The following additional packages will be installed:
  geoip-database-extra javascript-common libc-ares2 libjs-openlayers liblua5.2-0 libsmi2ldbl
  libwireshark-data libwireshark6 libwiretap5 libwsutil6 wireshark-common
Suggested packages:
  snmp-mibs-downloader wireshark-doc
The following NEW packages will be installed:
  geoip-database-extra javascript-common libc-ares2 libjs-openlayers liblua5.2-0 libsmi2ldbl
  libwireshark-data libwireshark6 libwiretap5 libwsutil6 tshark wireshark-common
0 upgraded, 12 newly installed, 0 to remove and 2 not upgraded.
Need to get 24.8 MB of archives.
After this operation, 105 MB of additional disk space will be used.
Do you want to continue? [Y/n] y

EDIT: tshark installs dumpcap!

sneakyimp · 12-01-2016, 07:49 PM

For anyone who wants to know how to get dumpcap installed on a server (e.g., ubuntu-server with no GUI) then do this:

1) install tshark

Code:

sudo apt-get install tshark

2) add your current user to the wireshark group so you have permission to execute dumpcap

Code:

sudo adduser $USER wireshark

3) LOGOUT of the terminal or reboot the machine then log back in. You must do this for your membership in the wireshark group to take effect.

4) you can check the available network interfaces with

Code:

dumpcap -D

5) Pick the number of the interface you want and you can start your dump capture with this command:

Code:

dumpcap -i 1 -w ~/output-file

The command will run until you hit ctrl-C to stop it.

See man pages for dumpcap for more information and options.

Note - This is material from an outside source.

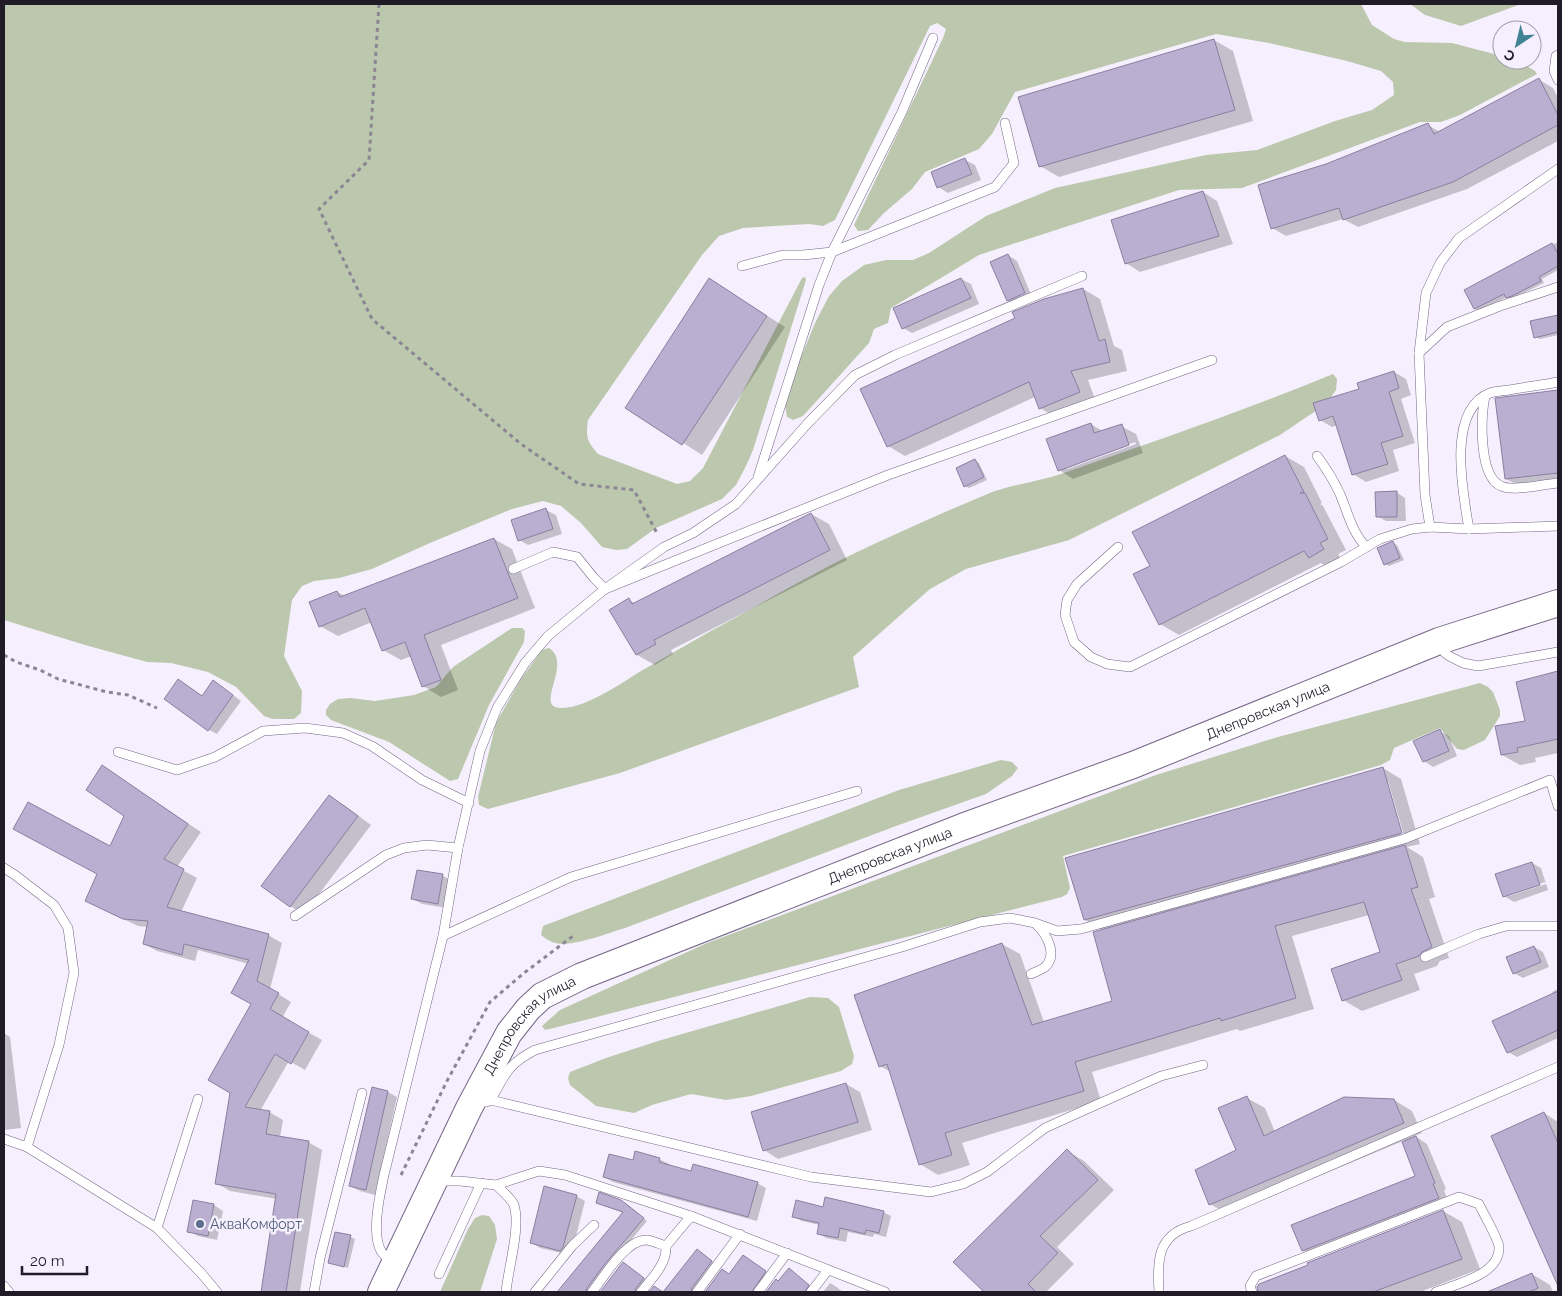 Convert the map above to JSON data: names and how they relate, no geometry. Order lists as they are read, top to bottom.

Habitual · 12-02-2016, 06:17 AM

If I can get the j.o.b. done with fewer tools/, I'm all ears.

But wireshark requires a gui and you're processing on a local workstation.
Fewer deps with dumpcap?

tshark on Ubuntu 14.04.5 LTS shows wireshark-common as a dep.
wireshark install has a boatload of other stuff you don't need to install IMO.
libpcap seems to be the common denominator in these packages.

tcpdump is a good solid base or "standard" if I may say so.
A wireshark "user" on a headless-server for this task is unnecessary, IMO.
</opinion>
But I don't use wireshark on servers.

I'm gonna kick back and let some others chime in.
Maybe I missed something.

Peace.

sneakyimp · 12-02-2016, 12:15 PM

Thanks for your input!

Quote:

Originally Posted by Habitual

But wireshark requires a gui and you're processing on a local workstation.
Fewer deps with dumpcap?

tshark doesn't require gui. It has docs which describe how you can analyze a dump file via terminal commands.

Quote:

Originally Posted by Habitual

tcpdump is a good solid base or "standard" if I may say so.

I was prepared to use tcpdump, but I'll be using a wireshark GUI (on a separate machine) to analyze the dump files and the WS docs say that the default file format is slightly newer. This is why I've chosen to go with tshark.

Quote:

Originally Posted by Habitual

A wireshark "user" on a headless-server for this task is unnecessary, IMO.
</opinion>
But I don't use wireshark on servers.

Strictly speaking, this 'server' is not really a server but just a VM for monitoring installation actions for some security analysis. It would be impractical to run WS or dumpcap on any production server. The files would be enormous!

lazydog · 12-05-2016, 11:45 AM

I've always used tcpdump and wireshark has never had a problem importing them.